A handful of cloud computing and virtualization companies are pitching new products and enhancements as the Enterprise 2.0 conference kicks off in Boston and interest continues surging in both technologies as ways to cut IT costs and improve flexibility.
For example, the VMLogix LabManager — Cloud Edition is a newly released sandbox for developers. LabManager, first launched in 2006, gives developers a variety of tools for individual and group software development and also provides audit trails for standards compliance. Like most cloud products, the newest edition is priced on a pay-as-you-go model.
In addition, it is designed to work seamlessly with Amazon’s EC2 cloud computing product. Pricing was not disclosed.
VMLogix isn’t the only company to aim the first in a planned suite of products at developers. Last week, IBM did the same.
When several companies pursue the same strategy, there’s often a good reason. “We expect the adoption in the cloud to mimic the adoption of server virtualization a few short years ago — starting in pre-production labs,” VMLogix CEO Sameer Dholakia said in a statement. “This starting point is natural given that labs are a low-risk environment, and that the early adopters of innovative, new technologies are often the developers and testers themselves.”
Memory’s virtualization
A more specialized virtualization offering comes from RNA Networks, a company that specializes in memory management in virtual environments.

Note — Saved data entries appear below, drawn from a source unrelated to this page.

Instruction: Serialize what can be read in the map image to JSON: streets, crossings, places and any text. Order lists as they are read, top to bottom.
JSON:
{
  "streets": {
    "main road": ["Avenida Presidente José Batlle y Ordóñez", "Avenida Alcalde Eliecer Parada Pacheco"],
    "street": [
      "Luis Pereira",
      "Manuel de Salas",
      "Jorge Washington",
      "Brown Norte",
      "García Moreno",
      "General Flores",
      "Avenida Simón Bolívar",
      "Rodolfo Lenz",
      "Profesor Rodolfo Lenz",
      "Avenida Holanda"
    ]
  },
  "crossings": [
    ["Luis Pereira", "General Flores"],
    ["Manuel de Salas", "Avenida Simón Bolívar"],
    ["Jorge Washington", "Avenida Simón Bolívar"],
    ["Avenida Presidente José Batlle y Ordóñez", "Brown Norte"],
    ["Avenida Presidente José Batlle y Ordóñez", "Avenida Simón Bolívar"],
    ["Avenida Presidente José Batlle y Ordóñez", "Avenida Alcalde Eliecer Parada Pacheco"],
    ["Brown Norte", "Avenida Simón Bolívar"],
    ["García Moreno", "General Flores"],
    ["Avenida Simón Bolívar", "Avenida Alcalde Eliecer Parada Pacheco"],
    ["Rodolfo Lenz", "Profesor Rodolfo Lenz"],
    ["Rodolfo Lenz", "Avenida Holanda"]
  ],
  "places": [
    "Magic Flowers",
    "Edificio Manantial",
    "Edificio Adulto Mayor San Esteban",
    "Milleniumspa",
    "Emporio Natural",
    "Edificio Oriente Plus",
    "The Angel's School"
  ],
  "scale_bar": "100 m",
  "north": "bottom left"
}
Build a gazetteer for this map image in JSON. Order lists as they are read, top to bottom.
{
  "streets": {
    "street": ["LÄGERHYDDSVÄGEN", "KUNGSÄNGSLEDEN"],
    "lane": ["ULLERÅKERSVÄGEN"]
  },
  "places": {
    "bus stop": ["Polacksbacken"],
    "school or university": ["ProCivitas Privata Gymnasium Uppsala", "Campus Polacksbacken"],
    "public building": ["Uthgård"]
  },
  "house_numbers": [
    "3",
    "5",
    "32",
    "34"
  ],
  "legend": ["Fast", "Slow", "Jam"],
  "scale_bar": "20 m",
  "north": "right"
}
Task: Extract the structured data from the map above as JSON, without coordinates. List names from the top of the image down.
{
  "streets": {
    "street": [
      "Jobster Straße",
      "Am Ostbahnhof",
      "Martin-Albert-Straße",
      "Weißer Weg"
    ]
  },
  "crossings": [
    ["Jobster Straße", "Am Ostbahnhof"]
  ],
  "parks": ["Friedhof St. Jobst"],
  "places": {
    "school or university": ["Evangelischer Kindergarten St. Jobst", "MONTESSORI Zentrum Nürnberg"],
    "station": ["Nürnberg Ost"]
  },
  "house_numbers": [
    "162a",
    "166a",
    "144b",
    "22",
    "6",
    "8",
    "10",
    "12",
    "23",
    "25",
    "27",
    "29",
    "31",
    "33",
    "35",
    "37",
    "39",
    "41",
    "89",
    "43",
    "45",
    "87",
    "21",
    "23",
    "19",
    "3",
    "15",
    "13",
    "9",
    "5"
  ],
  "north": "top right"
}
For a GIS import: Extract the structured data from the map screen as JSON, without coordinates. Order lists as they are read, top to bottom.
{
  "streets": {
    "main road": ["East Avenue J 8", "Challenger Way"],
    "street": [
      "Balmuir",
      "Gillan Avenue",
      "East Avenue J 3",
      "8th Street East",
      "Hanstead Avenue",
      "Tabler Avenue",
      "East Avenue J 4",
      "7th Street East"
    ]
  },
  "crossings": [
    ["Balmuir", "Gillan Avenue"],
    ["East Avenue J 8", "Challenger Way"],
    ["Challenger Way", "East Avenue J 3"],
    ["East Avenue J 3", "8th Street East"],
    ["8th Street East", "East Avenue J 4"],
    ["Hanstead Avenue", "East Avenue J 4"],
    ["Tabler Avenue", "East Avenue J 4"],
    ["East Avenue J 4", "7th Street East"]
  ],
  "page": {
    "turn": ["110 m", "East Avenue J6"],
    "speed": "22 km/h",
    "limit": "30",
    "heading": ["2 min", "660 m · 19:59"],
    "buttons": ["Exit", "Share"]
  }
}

The company announced RNAcache, a product that allows servers to leverage a virtually infinite memory pool while working on large data sets.
“Rather than adding more database nodes, expensive storage or faster processors to support these types of memory intensive applications, RNAcache software drops into the data center without any changes to an existing infrastructure,” the company said in a statement.
The need for the product is particularly acute in companies manipulating massive data sets on a 64 bit architecture, Jim Bole, RNA Networks’ vice president of products and services, told InternetNews.com “With a 32-bit architecture, the addressable memory space was 4 GB … but with a 64-bit architecture, the addressable memory space is essentially enormous,” he said.
“Applications are now constrained by the physical limit of the memory on a machine,” he added.
There’s often memory available in a company’s existing infrastructure. “We find that although some high-performance applications are scaled out and built to use all memory on all nodes, often there’s a lot of underutilized memory on other servers or even within a high-speed fabric,” Bole said.
“Our secret sauce is a distributed meta data management server that caches data on nodes that are members of the memory pool,” he added.
“The product can scale up to 10 TB of memory on hundreds of servers,” Andy Mallinger, RNA Networks’ vice president of marketing, told InternetNews.com
Pricing was not disclosed.
Making drugs
In San Diego, at the start of the 45th annual meeting of the Drug Information Association, regulated industry specialist Virtify announced the release of the Virtx integrated software suite that delivers a Web-based interface for “managing the complex content and compliance requirements in the highly regulated pharmaceutical, biotechnology, medical device, animal health, and food sciences industries.”
“Unlike traditional content management solutions or individual point products, the Virtx software suite provides a secure, collaborative Web-based environment for managing regulated content throughout the entire life sciences product continuum,” the company said.
Individual modules start at $150,000 and the complete suite starts at $1 million, depending on scope and configuration, Stephen Bergson, Virtify executive vice president of commercial operations, told
InternetNews.com in an e-mail.
He added that key improvements over the previous version include an enhanced interface with Ajax controls, automated XML generation for “regulated product submissions — built for all users, not just
technical experts,” Bergson said.
He also said the new version also offers a Software-as-a-Service architecture designed to lower the costs of getting started with the offering.